Elle s’intitule : Das werdende Europa — Blätter für zukunftsfrohe Menschen, — neutral gegenüber den kriegführenden Ländern, leidenschaftlich Partei ergreifend für das Recht gegen die Macht. (« L’Europe qui sera, — revue pour les hommes joyeux de l’avenir, — neutre à l’égard des pays belligérants, — mais prenant passionnément parti pour le droit contre la force. »)[1]

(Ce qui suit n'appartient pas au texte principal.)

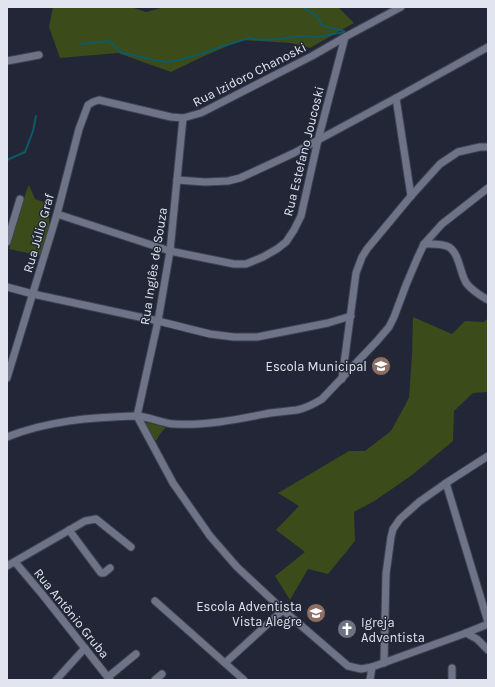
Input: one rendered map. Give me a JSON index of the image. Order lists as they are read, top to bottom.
{
  "streets": {
    "street": [
      "Rua Izidoro Chanoski",
      "Rua Estefano Joucoski",
      "Rua Júlio Graf",
      "Rua Inglês de Souza",
      "Rua Antônio Gruba"
    ]
  },
  "crossings": [
    ["Rua Izidoro Chanoski", "Rua Estefano Joucoski"],
    ["Rua Izidoro Chanoski", "Rua Júlio Graf"],
    ["Rua Izidoro Chanoski", "Rua Inglês de Souza"],
    ["Rua Estefano Joucoski", "Rua Júlio Graf"],
    ["Rua Estefano Joucoski", "Rua Inglês de Souza"]
  ],
  "places": {
    "school or university": ["Escola Municipal", "Escola Adventista Vista Alegre"],
    "church": ["Igreja Adventista"]
  }
}
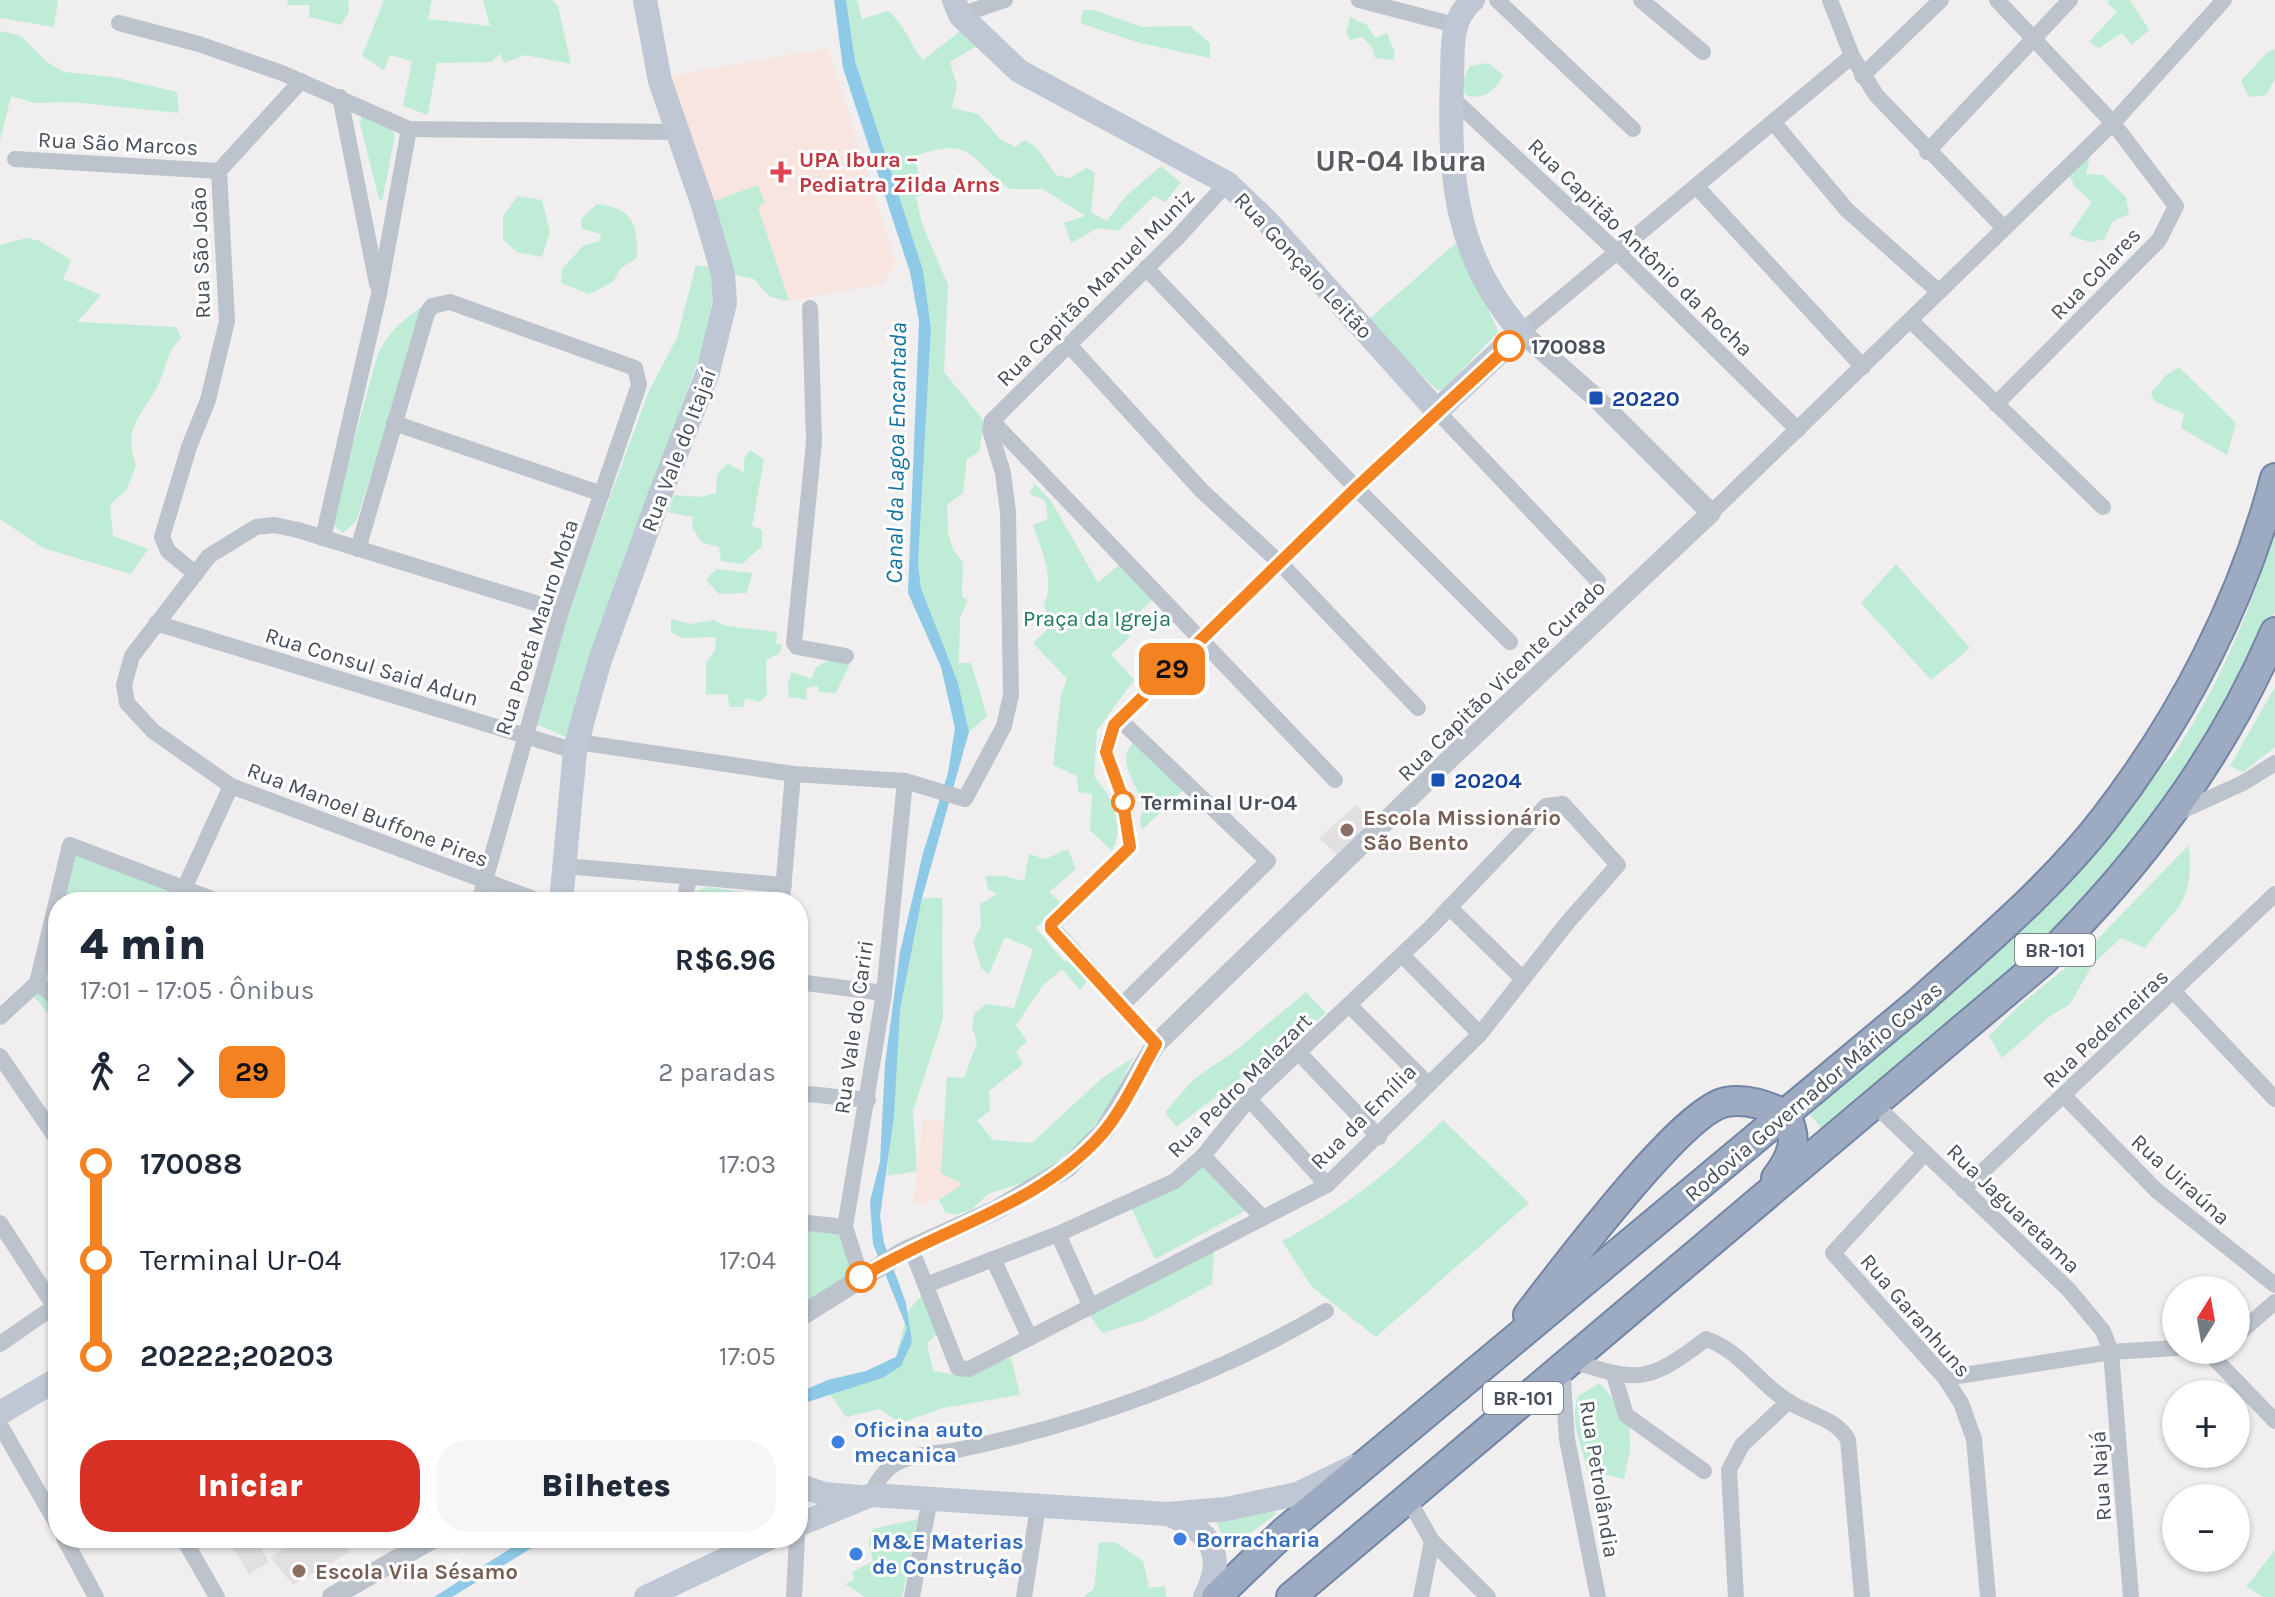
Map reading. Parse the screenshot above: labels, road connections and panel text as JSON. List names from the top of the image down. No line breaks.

Zukunftsfroh… : C’est un des traits de Nicolaï qui frappent, dès le premier regard, et que j’avais signalé à la fin de mon étude sur sa Biologie de la Guerre. Que d’hommes, à sa place, eussent été déprimés par tout ce qu’il a dû voir, entendre et endurer de la méchanceté humaine, de la lâcheté qui est pire, et de la sottise, qui dépasse l’une et l’autre, — la sottise, reine du monde ! Mais Nicolaï est doué d’une élasticité extraordinaire… « Nicht weinen ! », comme lui dit sa petite fille de deux ans et demi, quand il va se séparer d’elle et de tout ce qu’il aime… « Pas pleurer ! Zukunftsfroh — Il a, pour le soutenir, son admirable vitalité, la force inébranlable de ses convictions, sa « triomphante sécurité » (« meine triumphierende Sicherheit »), et une flamme d’apôtre inattendue dans cette nature d’observateur scientifique, qui se mue, par élans soudains, en un voyant idéaliste et prophétique, aux accents religieux. Avec tout l’apport nouveau de la science moderne, il est un phénomène singulier de « revivance ». La vieille Allemagne de Gœthe, de Herder et de Kant, nous parle par sa voix. Elle revendique ses droits,

  1. Copenhague, Steen Hasselbach’s Verlag, premier numéro, 1er octobre 1918.